CFP: AAG 2012, Biofuels, Food and Bio-based Economy

From:

Al James <[log in to unmask]>

Reply-To:

Economic Geography Research Group <[log in to unmask]>

Date:

Wed, 13 Jul 2011 09:43:12 +0100

Content-Type:

text/plain

Parts/Attachments:

Parts/Attachments

text/plain (122 lines)

Sent on behalf of Kean Birch, York University, Toronto

---

     Call for Papers:  AAG 2012, New York, 24^th – 28^th February:


           /Biofuels, Food and the Bio-based Economy/

     /Session Organizers: Kean Birch (York University, Toronto) and
     Stefano Ponte (Danish Institute for International Studies)/

     *
     Session Outline:*

     Climate change, sustainability and the idea of 'greening' or
     'transitioning' the economy have risen and fallen as public and
     policy concerns over the last few years. The high water-mark of 2009
     when these issues were at the forefront of the public agenda has
     since given way to a slump in interest in the aftermath of the
     Copenhagen Summit, rising economic uncertainty and the continuing
     scepticism / denial about the importance of climate change. All this
     has led to a crisis of confidence in the 'green' movement, despite
     the growth of initiatives, projects and policies with the purported
     aim to ensure the sustainability of the planet.
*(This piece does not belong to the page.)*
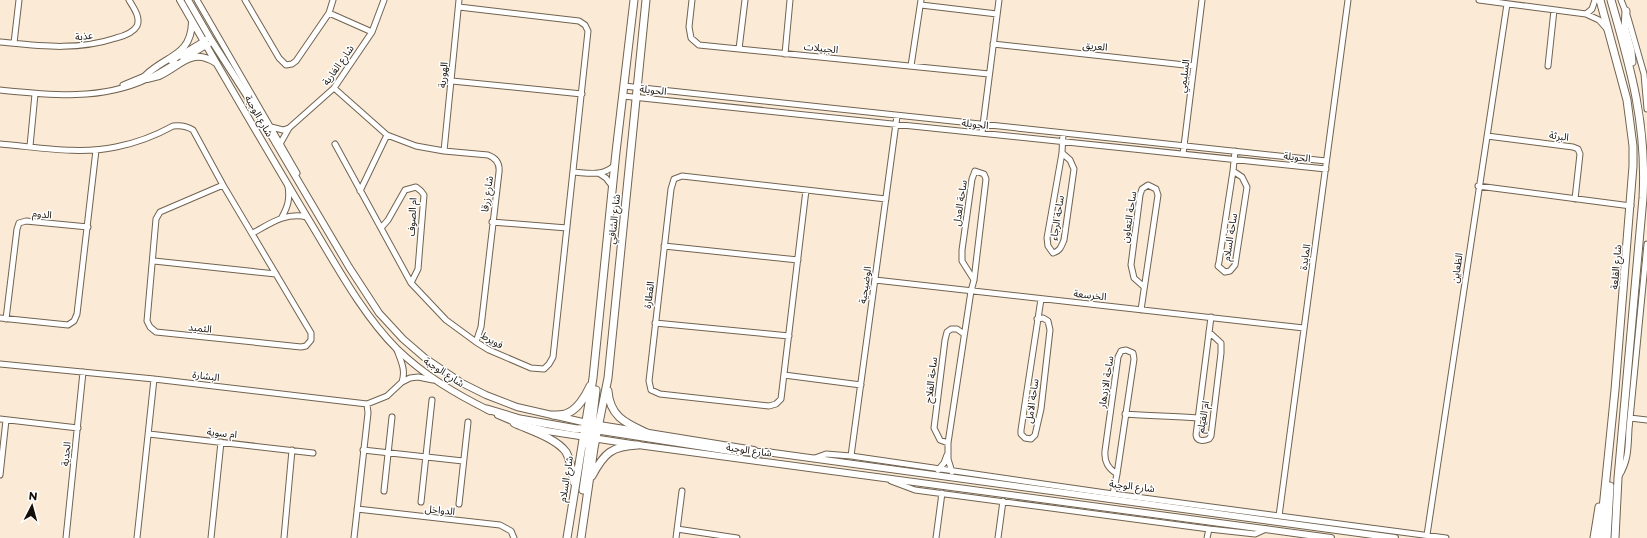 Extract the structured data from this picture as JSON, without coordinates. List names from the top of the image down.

     Biofuels represent one such agenda aimed at achieving sustainability
     and a transition away from a petroleum-based economy to a bio-based
     economy, at least in their supporters' eyes. Critics of biofuels, on
     the other hand, highlight several problematic socio-ecological
     issues with their implementation, the most notable being the impact
     that changing land-use patterns has on access to food and to good
     agricultural land. These critical voices illustrate how particular
     neoliberal, market-based mechanisms and instruments construct nature
     and natural resources in certain ways: as scarce and over-used; as
     abundant and free; as eco-efficient and renewable; and so on.
     Technoscience plays a significant part in this process with the
     expectation that the development of new generations of biofuels will
     resolve many existing problems with the current crop.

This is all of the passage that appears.